▶ _GOAL OF THE EXERCISE_
Copy out exactly the stretch of the listing below that begins at the line containing "display:flex; flex-direction:column; background:var(--surface);" and ends at the line containing "display:grid; place-items:center; width:50px;", and copy nothing outside it.

*** Opening of MATERIAL FOR THIS EXERCISE ***

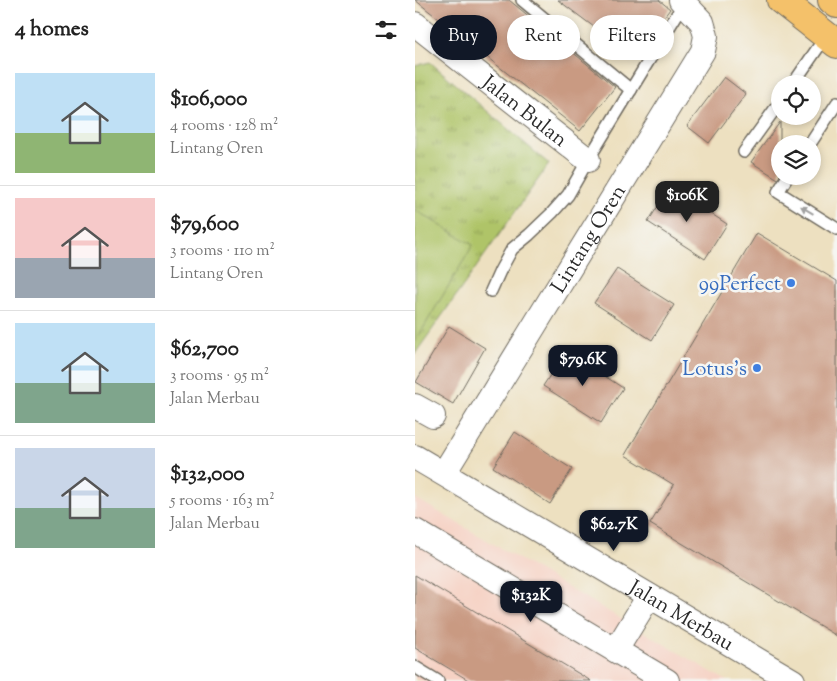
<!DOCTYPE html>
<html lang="en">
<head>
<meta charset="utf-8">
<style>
	:root { --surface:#fff; --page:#f6f6f6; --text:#222; --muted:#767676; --line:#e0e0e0; --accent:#111827 }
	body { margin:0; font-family:"Sorts Mill Goudy",serif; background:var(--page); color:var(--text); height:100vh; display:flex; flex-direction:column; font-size:19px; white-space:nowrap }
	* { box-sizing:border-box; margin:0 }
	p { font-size:16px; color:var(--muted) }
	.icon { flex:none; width:28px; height:28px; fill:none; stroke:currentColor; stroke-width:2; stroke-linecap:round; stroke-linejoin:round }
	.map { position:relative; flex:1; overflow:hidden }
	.side { display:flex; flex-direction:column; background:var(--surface); width:415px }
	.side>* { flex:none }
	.hud { position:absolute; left:15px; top:15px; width:331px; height:45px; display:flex; gap:10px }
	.controls { position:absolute; left:356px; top:75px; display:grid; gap:10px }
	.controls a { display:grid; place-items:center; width:50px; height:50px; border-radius:50%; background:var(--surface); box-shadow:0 2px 8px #0003; font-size:25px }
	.price { position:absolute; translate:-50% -42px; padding:0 11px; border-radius:10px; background:var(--accent); color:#fff; font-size:16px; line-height:32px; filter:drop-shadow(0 1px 2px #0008) }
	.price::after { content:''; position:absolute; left:50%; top:30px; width:15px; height:11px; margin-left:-8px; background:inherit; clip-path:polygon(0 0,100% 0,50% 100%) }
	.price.active { background:#222; color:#fff }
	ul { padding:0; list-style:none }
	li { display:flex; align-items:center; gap:15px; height:125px; padding:0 15px }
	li+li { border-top:1px solid var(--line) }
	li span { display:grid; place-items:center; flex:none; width:140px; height:100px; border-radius:0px; color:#555 }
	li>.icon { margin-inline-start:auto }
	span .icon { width:60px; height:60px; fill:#fffc; stroke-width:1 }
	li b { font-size:21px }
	h2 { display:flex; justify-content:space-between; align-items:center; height:60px; padding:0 15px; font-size:21px }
	.pill { padding:0 18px; border-radius:22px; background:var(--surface); box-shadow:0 2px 8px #0003; font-size:18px; line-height:45px }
	.pill.active { background:var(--accent); color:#fff }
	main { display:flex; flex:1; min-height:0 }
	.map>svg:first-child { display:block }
</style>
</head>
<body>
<main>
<section class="side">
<h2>4 homes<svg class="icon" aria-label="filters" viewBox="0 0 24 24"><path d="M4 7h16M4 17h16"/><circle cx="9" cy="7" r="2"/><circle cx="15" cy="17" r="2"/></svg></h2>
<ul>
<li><span style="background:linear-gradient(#bfe0f5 60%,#8fb573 0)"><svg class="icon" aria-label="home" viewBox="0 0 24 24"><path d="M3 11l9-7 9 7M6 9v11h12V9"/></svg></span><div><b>$106,000</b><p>4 rooms · 128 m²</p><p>Lintang Oren</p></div></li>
<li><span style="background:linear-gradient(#f6c9c9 60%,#9aa5b1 0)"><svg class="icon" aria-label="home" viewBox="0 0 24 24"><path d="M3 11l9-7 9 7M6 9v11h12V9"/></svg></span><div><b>$79,600</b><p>3 rooms · 110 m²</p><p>Lintang Oren</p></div></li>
<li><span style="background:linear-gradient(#bfe0f5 60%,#7fa58c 0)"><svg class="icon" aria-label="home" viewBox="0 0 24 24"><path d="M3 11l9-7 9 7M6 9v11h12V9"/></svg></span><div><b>$62,700</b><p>3 rooms · 95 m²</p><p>Jalan Merbau</p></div></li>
<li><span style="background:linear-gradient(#c9d6e8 60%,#7fa58c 0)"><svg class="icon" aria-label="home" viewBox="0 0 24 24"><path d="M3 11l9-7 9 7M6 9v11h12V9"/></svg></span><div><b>$132,000</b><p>5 rooms · 163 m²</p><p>Jalan Merbau</p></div></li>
</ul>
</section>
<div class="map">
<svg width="422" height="681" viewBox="0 0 422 681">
	<defs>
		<pattern id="park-tufts" width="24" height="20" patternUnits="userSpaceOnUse" patternTransform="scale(1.25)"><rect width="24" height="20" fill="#afc468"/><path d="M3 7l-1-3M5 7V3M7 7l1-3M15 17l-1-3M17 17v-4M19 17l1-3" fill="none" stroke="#8f9f56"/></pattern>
	</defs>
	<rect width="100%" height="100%" fill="#f6f6f2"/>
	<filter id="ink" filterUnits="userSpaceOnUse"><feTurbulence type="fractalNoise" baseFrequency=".02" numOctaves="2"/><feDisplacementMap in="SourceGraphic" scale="10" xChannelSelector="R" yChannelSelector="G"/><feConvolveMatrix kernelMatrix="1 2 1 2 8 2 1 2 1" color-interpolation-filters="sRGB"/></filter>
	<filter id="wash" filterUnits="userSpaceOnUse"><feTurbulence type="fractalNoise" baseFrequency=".0096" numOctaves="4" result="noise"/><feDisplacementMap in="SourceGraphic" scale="20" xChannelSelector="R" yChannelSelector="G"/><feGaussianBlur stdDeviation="1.12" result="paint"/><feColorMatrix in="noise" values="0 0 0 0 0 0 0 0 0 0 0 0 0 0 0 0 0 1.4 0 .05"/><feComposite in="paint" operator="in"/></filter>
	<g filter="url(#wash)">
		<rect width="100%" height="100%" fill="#ede0c0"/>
		<!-- built -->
		<path fill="#f6d2c4" d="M 0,498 L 312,681 L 5,681 L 0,678 Z"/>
		<!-- park -->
		<path fill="url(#park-tufts)" stroke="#6d784a" d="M 15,62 L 134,164 L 0,354 L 0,66 Z"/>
		<!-- garden -->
		<path fill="#afc468" stroke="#6d784a" d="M 0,210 L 58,245 L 0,342 Z"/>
		<g id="blocks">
			<!-- building -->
			<g fill="#c99a82">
				<path d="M 0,0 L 94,0 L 200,87 L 165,131 Z"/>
				<path d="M 143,0 L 244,0 L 255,9 L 219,57 Z"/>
				<path d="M 309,77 L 331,94 L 294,143 L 272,126 Z"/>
				<path d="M 365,122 L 365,175 L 363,179 L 336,162 Z"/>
				<path d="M 255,187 L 312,224 L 290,259 L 233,222 Z"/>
				<path d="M 342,233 L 422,281 L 422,636 L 235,524 L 259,485 L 210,455 Z"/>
				<path d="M 202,269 L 259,305 L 237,340 L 179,303 Z"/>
				<path d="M 34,326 L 70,348 L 38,404 L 1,382 Z"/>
				<path d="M 151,351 L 208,388 L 186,423 L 128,386 Z"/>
				<path d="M 100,432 L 157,469 L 135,504 L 78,467 Z"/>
				<path d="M 0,575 L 176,681 L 55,681 L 0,648 Z"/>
			</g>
		</g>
	</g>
	<g filter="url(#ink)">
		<use href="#blocks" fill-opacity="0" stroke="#6f6a5f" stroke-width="1"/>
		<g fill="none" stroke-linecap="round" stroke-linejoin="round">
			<!-- lane casing -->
			<g stroke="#6f6a5f" stroke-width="14">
				<g id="lane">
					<path d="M 107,0 L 216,90"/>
					<path d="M 378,84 L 411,36"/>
					<path d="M 395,144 L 422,103"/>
					<path d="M 329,152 L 365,102"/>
					<path d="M 373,176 L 363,192 L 422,229"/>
					<path d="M 76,291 L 85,271 L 97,249 L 114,235 L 137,213 L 153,195 L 173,160 L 269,3"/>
					<path d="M 0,667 L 23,681"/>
				</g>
			</g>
			<!-- street casing -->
			<g stroke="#6f6a5f" stroke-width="26">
				<g id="street">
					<path id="s1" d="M 0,24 L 173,160"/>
					<path d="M 0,406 L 18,416"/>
					<path id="s2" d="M 0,457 L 378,681"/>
					<path id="s3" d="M 29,473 L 288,51 L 291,36 L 287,22 L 266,0"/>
					<path d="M 0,531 L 252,681"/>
					<path d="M 201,650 L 234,596"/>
				</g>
			</g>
			<!-- primary casing -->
			<g stroke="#6f6a5f" stroke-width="30">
				<g id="primary">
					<path d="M 366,0 L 422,44"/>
					<path d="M 417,0 L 422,4"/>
				</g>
			</g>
			<!-- lane -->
			<use href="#lane" stroke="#fff" stroke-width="11"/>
			<!-- street -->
			<use href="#street" stroke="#fff" stroke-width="24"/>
			<!-- primary -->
			<use href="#primary" stroke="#f4c16a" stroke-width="28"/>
		</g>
		<!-- one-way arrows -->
		<defs><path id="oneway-solid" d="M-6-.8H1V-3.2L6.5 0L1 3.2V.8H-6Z" transform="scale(1.25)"/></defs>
		<use fill="#a0a0a0" href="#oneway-solid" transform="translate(392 210) rotate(-149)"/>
	</g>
	<!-- markers -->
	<g fill="#3f7fe0" stroke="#f6f6f2" stroke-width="2">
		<circle cx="376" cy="283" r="5"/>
		<circle cx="342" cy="368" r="5"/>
	</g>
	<g text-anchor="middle" stroke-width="5" stroke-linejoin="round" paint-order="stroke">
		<!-- street labels -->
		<g font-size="21" fill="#2b2b2b" stroke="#f6f6f2">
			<text dy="7" stroke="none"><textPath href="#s1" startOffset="140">Jalan Bulan</textPath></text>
			<text dy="7" stroke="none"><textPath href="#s3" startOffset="275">Lintang Oren</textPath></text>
			<text dy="7" stroke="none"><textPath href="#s2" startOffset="310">Jalan Merbau</textPath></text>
		</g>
		<!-- shop labels -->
		<g font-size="21" fill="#366cbe" stroke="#f6f6f2" text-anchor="end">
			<text x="366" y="290">99Perfect</text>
			<text x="332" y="375">Lotus's</text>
		</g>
	</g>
</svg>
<div class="controls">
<a><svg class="icon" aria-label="locate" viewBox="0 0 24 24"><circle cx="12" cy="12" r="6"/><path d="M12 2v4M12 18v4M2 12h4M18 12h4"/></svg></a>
<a><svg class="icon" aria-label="layers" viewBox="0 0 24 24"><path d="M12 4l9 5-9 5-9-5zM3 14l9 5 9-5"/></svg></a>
</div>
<b class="price active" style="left:272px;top:223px">$106K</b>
<b class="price" style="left:168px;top:387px">$79.6K</b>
<b class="price" style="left:199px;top:552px">$62.7K</b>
<b class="price" style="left:116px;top:623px">$132K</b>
<div class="hud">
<a class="pill active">Buy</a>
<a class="pill">Rent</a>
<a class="pill">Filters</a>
</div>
</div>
</main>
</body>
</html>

*** Close of MATERIAL FOR THIS EXERCISE ***

▶ _YOUR SOLUTION_
	.side { display:flex; flex-direction:column; background:var(--surface); width:415px }
	.side>* { flex:none }
	.hud { position:absolute; left:15px; top:15px; width:331px; height:45px; display:flex; gap:10px }
	.controls { position:absolute; left:356px; top:75px; display:grid; gap:10px }
	.controls a { display:grid; place-items:center; width:50px; height:50px; border-radius:50%; background:var(--surface); box-shadow:0 2px 8px #0003; font-size:25px }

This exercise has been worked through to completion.